How we deal with case when one or more keys ordering is different? Naively I’d think these array comparison do not work. Tried to use “desc” keyword in CREATE index definition like:

CREATE INDEX `stuff_index_arr` ON `hx2a-index`([(`@c`.`I`),`@S` desc,`n`],(meta().`id`)) WHERE ((`@T`.`Stuff`) is not missing)

but that’s not accepted.
In this case I’d like to treat @S values as sorted in reverse order.

Thanks

jo1 · May 13, 2025, 12:03pm

For reference, same query as above with following index gives following plan. Difference is just that 3 first keys are not in array. Not clear to me why this makes any difference.

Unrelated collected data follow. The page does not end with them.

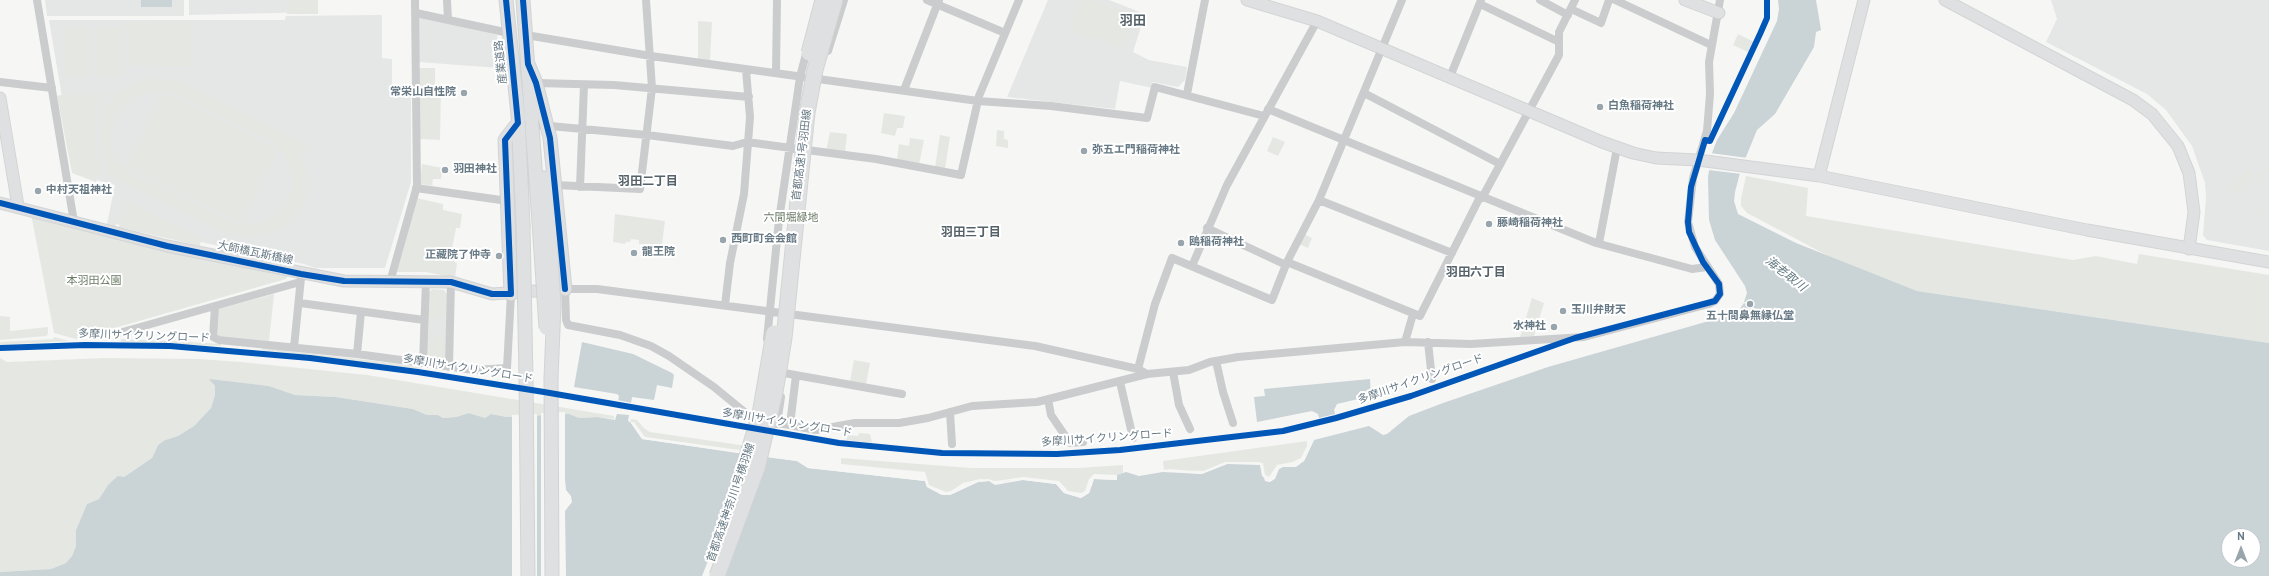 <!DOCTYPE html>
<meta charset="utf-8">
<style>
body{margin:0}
#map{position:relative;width:2269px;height:576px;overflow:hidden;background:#f6f6f5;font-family:Overpass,sans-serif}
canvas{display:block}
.north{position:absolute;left:2221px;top:528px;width:40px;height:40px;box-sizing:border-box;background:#fff;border:1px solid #c2c9ce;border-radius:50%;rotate:0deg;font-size:11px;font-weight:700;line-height:16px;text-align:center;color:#677984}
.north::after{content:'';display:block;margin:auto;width:14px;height:18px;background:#99a5ac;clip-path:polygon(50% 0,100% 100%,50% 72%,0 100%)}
</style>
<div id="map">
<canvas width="2269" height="576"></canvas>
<div class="north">N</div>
</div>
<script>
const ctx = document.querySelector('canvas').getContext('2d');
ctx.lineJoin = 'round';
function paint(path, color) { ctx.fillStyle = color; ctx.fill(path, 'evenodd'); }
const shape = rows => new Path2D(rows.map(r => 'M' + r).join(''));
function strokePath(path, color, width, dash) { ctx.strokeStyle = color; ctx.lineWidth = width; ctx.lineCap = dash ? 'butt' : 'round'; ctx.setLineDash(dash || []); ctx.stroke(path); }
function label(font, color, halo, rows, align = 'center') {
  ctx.font = font + ' Overpass,"Noto Sans JP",sans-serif'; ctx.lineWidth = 4; ctx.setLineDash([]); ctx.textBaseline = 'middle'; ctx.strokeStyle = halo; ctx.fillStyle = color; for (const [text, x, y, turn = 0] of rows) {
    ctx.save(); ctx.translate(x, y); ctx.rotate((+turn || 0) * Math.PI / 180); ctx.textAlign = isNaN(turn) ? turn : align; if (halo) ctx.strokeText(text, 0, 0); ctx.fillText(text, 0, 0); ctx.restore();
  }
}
const built = shape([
 [45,0,184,0,184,16,47,16],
 [189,0,315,0,315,12,189,15],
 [1048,0,1109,0,1145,14,1133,52,1149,60,1187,67,1185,80,1178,87,1153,82,1152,88,1120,81,1115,109,1007,97],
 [2051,0,2269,0,2269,251,2207,240,2203,235,2206,198,2205,183,2192,146,2166,110,2147,94,2046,42,2057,19],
 [382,15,382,58,392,59,392,85,411,86,411,182,385,268,315,268,304,264,116,224,115,227,107,224,115,185,75,174,49,20,285,20,286,16],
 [420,15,497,35,500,68,418,62,418,17],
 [429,318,446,318,446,337,428,337]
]);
const green = shape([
 [287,0,318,0,318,14,287,14],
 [1080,0,1093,0,1137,17,1124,50,1069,29],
 [698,21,712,22,710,61,698,61],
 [125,22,192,23,192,66,125,65],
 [64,27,89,27,89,78,64,77],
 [95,27,120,27,120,78,95,77],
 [1738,34,1754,42,1750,53,1733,45],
 [419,68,435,68,435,89,441,90,440,140,419,139],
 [155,77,180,82,309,146,304,157,298,154,307,175,307,192,303,208,293,221,282,229,269,234,251,238,231,236,105,175,108,167,103,156,99,140,100,127,105,110,101,108,104,104,108,106,120,91,131,84],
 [159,90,172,93,271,140,278,147,284,154,290,168,292,184,291,194,286,203,277,214,271,219,256,225,236,224,135,176,122,166,113,149,111,140,115,119,125,105,135,96],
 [162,92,278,149,241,224,125,167],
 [70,93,107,93,97,109,101,111,95,126,95,144,102,166,96,182,72,173,57,96],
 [884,113,905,116,903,128,897,128,895,136,881,133],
 [997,130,1004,131,1004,139,1008,140,1008,148,996,146],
 [830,132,847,134,845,154,826,151],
 [940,135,950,137,945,169,935,167],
 [1273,137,1285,142,1278,156,1267,151],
 [910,138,924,140,919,165,897,161,899,144,909,146],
 [422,164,442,168,441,179,433,179,432,185,434,186,420,184],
 [2269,168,2269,170,2243,197,2248,203,2245,204,2242,197,2256,183,2258,173],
 [2249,169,2252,173,2250,181,2238,192,2235,192,2230,187],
 [1746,176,1808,188,1806,216,2073,260,2096,256,2137,264,2139,254,2269,275,2269,343,1917,291,1834,259,1747,213,1741,206,1741,199],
 [416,198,443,204,443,210,462,214,460,228,456,228,451,253,455,253,454,262,457,263,455,278,426,272,396,272],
 [125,202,201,238,200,246,119,227],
 [2269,202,2269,205,2260,214,2265,220,2263,221,2252,210,2253,208,2258,213],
 [31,214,288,275,286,279,76,339,54,333],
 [615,214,665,221,661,252,642,250,643,244,639,244,639,240,631,239,630,242,626,242,625,244,613,242],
 [1304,234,1312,238,1308,248,1299,244],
 [432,289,444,290,448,295,447,359,443,362,430,361,426,355,428,294],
 [429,318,446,318,446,337,428,337],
 [274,294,269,341,219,336,216,333,218,309],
 [1532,298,1544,303,1534,336,1520,337],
 [0,316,10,317,10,331,48,327,48,334,46,336,0,340],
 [54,337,69,341,0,345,0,342,53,339],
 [121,339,191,342,221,344,221,346,121,342],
 [263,348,367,360,421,367,420,369,262,350],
 [0,358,7,362,104,358,199,359,241,362,367,375,614,416,614,419,598,417,579,418,569,414,507,417,491,414,485,418,469,413,456,417,443,418,438,415,427,415,413,409,336,397,295,395,269,386,210,380,215,386,215,395,211,408,194,426,178,436,165,440,158,445,152,458,124,477,108,485,99,499,87,504,76,530,76,546,72,556,66,563,51,569,0,572],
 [854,360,870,363,866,384,850,381],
 [631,419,637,420,645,429,650,432,754,447,754,452,645,437,634,422,630,422],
 [859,433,870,434,872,443,846,440,848,435,858,436],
 [1307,441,1307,446,1301,458,1293,462,1277,465,1269,477,1265,475,1263,463,1257,462,1225,462,1204,471,1164,470,1163,461],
 [841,458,971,468,1078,468,1123,465,1123,473,1117,475,1094,474,1089,479,1085,491,1081,493,1068,491,1059,481,1023,477,996,481,980,479,963,483,951,491,946,492,929,485,925,472,841,464]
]);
const water = shape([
 [141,0,172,0,172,7,141,7],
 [1778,0,1816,0,1821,30,1816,32,1814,47,1775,114,1757,130,1741,169,1735,192,1734,201,1738,214,1796,243,1917,291,2269,343,2269,576,0,576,0,572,51,569,66,563,72,556,76,546,76,530,87,504,99,499,108,485,118,476,124,477,152,458,158,445,165,440,178,436,194,426,211,408,215,395,215,386,209,379,269,386,295,395,336,397,413,409,427,415,438,415,443,418,456,417,469,413,485,418,491,414,507,417,569,414,579,418,598,417,615,420,617,414,629,415,628,421,631,423,642,439,797,461,808,468,925,481,927,487,942,495,950,495,978,482,989,481,999,484,1005,481,1023,480,1056,484,1064,493,1081,498,1089,493,1094,479,1117,480,1117,475,1126,472,1139,476,1169,471,1202,474,1227,464,1260,465,1262,476,1269,482,1272,481,1279,469,1282,467,1292,467,1304,461,1314,440,1369,426,1383,435,1387,434,1409,416,1443,403,1548,367,1730,315,1739,310,1744,303,1752,306,1752,302,1744,302,1747,293,1745,286,1715,240,1709,220,1708,177,1712,153,1717,140,1734,113,1777,21,1779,9],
 [2229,536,2253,536,2253,560,2229,560],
 [582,342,633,354,672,373,674,375,672,388,657,385,654,400,632,397,630,410,617,408,619,396,617,394,574,387],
 [1370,379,1371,396,1337,404,1334,410,1337,421,1321,425,1318,414,1312,411,1257,422,1254,397,1265,396,1264,389]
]);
const pier = shape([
 [1710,153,1748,158,1742,174,1708,170],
 [617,400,632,403,631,410,616,407],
 [565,412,565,479,566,490,571,496,572,502,565,511,566,576,541,576,541,413],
 [537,414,537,576,512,576,512,415],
 [1335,414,1337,421,1321,425,1319,418],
 [631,423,634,423,643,437,797,459,808,466,926,479,928,486,942,493,954,492,977,480,989,479,996,483,1023,478,1057,482,1065,491,1081,496,1087,492,1093,477,1115,478,1115,475,1117,475,1117,480,1094,479,1089,493,1081,498,1064,493,1056,484,1023,480,995,485,989,481,978,482,950,495,942,495,927,487,925,481,808,468,797,461,765,457,723,576,702,576,721,528,744,454,642,439],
 [1314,440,1304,461,1296,467,1283,467,1279,469,1275,479,1269,482,1265,481,1260,465,1256,464,1227,464,1201,474,1163,472,1164,470,1170,469,1201,472,1226,462,1257,462,1262,464,1264,476,1269,480,1273,478,1278,467,1299,463,1306,456,1312,441]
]);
const street = shape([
 [37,0,74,222],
 [447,0,448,20],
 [927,0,1005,33],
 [1540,0,1568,15],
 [1615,0,1711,45],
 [1480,4,1559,42],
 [1571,9,1601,23,1609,0],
 [416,13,509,33],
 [526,35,651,56,978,101,1051,106,1147,118,1155,87,1264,116],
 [828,51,844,0],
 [776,73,777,0],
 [1450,77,1481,0],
 [0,82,52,88],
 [536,83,614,85,749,97],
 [904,90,939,0],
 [1364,93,1500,164],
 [1187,94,1205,0],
 [1268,109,1596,243,1692,269,1707,267],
 [518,123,647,135,733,146,747,142,776,146,876,159,961,175,979,96,1019,0],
 [555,185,640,189,652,88,646,0],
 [580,187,584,85],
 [416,188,508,201],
 [1482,198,1559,55,1559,32,1575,0],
 [1319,200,1452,253],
 [1207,228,1286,265],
 [1599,243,1617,148],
 [1287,262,1420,316,1480,197],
 [1192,266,1227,185,1317,21],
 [390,282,417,186,415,0],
 [300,303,424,320],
 [725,305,730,263,744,194,750,117,746,70],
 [215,307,213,337,219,340,357,354,474,370,507,368,511,294],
 [119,333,300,282],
 [767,339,779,220,800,77,807,50],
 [1405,342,1413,314],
 [1428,342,1432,379],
 [294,347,301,278],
 [357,354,361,312],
 [1216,361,1223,392,1233,423],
 [423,363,426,281],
 [449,367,451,282],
 [1138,369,1155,304,1172,258,1272,300,1287,262,1319,200,1402,0],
 [1173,372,1179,405,1190,429],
 [784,373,902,394],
 [1147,374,1138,369,1035,346,597,289,565,289,566,320,568,325,620,335,651,346,669,356,714,387,752,418,816,430,855,423,899,423,928,418,972,406,1037,402,1147,374,1189,370,1210,362,1238,357,1405,342,1471,344,1584,337,1709,304,1715,301,1720,294,1719,284,1695,247,1688,222,1693,178,1707,131,1710,94,1709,62,1720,0],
 [1120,382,1133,438],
 [1048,399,1051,415,1070,443,1083,442],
 [950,412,952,444],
 [777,424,781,397],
 [790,425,796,375]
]);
const secondary = shape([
 [1247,0,1317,21,1602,142,1633,153,1656,158,1698,160,1819,176,2087,230,2269,262],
 [1685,0,1719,13],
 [1945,0,2133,100,2152,114,2178,146,2189,173,2194,212,2189,249],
 [0,98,18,206],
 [1819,176,1864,0],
 [0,203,167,246,344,281,451,282,492,294,550,290]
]);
const primary = shape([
 [506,0,518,115,523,224],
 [523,0,539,222],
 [528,64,536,83,550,138,565,289],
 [544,178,549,221],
 [511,294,505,140,518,123],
 [526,378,528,576],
 [551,378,552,576]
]);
const primaryBridge = shape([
 [549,221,554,305,551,378],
 [539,222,546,328],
 [523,224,526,378]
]);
const highwayBridge = shape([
 [809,53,823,0],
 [730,513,760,414,774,333],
 [717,576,757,468,775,392,784,338,807,113,815,70,835,0]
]);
const cycleway = shape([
 [523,0,528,64,536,83,550,138,565,289],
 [0,203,167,246,301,274,344,281,451,282,492,294,511,294,505,140,518,123,506,0],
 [0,348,85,345,170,346,310,358,418,372,544,392,839,443,942,453,1057,454,1120,450,1283,431,1336,418,1411,396,1575,338,1715,301,1720,294,1719,284,1703,262,1689,232,1688,222,1691,187,1705,140,1710,141,1760,34,1767,18,1767,0]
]);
const markers = [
 [464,93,4,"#99a5ac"],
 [1600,107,4,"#99a5ac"],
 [1084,151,4,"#99a5ac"],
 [445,170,4,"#99a5ac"],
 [38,191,4,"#99a5ac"],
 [1489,224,4,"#99a5ac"],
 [723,240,4,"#99a5ac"],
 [1181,243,4,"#99a5ac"],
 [634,253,4,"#99a5ac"],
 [499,256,4,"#99a5ac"],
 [1750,304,4,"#99a5ac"],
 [1563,311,4,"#99a5ac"],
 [1554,327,4,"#99a5ac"]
];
const streetNames = [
 ["産業道路",502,62,-96],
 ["首都高速1号羽田線",803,155,-83],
 ["大師橋瓦斯橋線",255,254,12],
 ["多摩川サイクリングロード",144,337,2],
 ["多摩川サイクリングロード",468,370,9],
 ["多摩川サイクリングロード",1421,380,-19],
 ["多摩川サイクリングロード",787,424,9],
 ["多摩川サイクリングロード",1107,439,-4],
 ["首都高速神奈川1号横羽線",732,503,-71]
];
const poiNames = [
 ["常栄山自性院",456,93,"right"],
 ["白魚稲荷神社",1608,107],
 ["弥五エ門稲荷神社",1092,151],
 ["羽田神社",453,170],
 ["中村天祖神社",46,191],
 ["藤崎稲荷神社",1497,224],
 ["西町町会会館",731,240],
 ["鴎稲荷神社",1189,243],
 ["龍王院",642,253],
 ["正藏院了仲寺",491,256,"right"],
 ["玉川弁財天",1571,311],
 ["五十間鼻無縁仏堂",1750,317,"center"],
 ["水神社",1546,327,"right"]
];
const parkNames = [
 ["六間堀緑地",791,219],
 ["本羽田公園",94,282]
];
const neighbourhoodNames = [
 ["羽田二丁目",648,183],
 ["羽田三丁目",971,234],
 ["羽田六丁目",1476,274]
];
const waterNames = [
 ["海老取川",1785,275,38]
];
const quarterNames = [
 ["羽田",1133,22]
];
paint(built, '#e5e6e6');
paint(green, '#e5e8e2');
paint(water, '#cad3d6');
paint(pier, '#f6f6f5');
strokePath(secondary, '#d3d4d5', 13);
strokePath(primary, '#d2d3d3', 15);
strokePath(street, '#cbcccd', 8);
strokePath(secondary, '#dfe0e1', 11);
strokePath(primary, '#dfe0e1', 13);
strokePath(primaryBridge, '#d2d3d3', 15, []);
strokePath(highwayBridge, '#d3d4d4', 17, []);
strokePath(primaryBridge, '#dfe0e1', 13);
strokePath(highwayBridge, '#dfe0e1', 15);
strokePath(cycleway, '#0057b8', 6);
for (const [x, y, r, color] of markers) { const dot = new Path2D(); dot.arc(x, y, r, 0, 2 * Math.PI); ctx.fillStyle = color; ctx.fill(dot); strokePath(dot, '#fff', 1.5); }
label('11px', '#677984', '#fff', streetNames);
label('bold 11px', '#677984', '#fff', poiNames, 'left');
label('11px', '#6c7b66', '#fff', parkNames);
label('bold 12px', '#556269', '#fff', neighbourhoodNames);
label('italic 12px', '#637a80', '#fff', waterNames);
label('bold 13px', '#556269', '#fff', quarterNames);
</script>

CREATE INDEX `stuff_index` ON `hx2a-index`((`@c`.`I`),`@S`,`n`,(meta().`id`)) WHERE ((`@T`.`Stuff`) is not missing)

"spans": [
                            {
                                "range": [
                                    {
                                        "inclusion": 0,
                                        "index_key": "(`@c`.`I`)",
                                        "low": "null"
                                    },
                                    {
                                        "inclusion": 0,
                                        "index_key": "`@S`",
                                        "low": "null"
                                    },
                                    {
                                        "inclusion": 0,
                                        "index_key": "`n`",
                                        "low": "null"
                                    }
                                ]
                            }

mreiche · May 13, 2025, 1:47pm

Use your query on your data. I just used travel-sample because I do not have your data.

Click on the “Index Advisor” button in the Query Tab. It will show the indexes to create. And then click on the Create Indexes button and it will create those indexes!

meta().id is the document id. So, no there’s no way to get the document id without projecting the document id.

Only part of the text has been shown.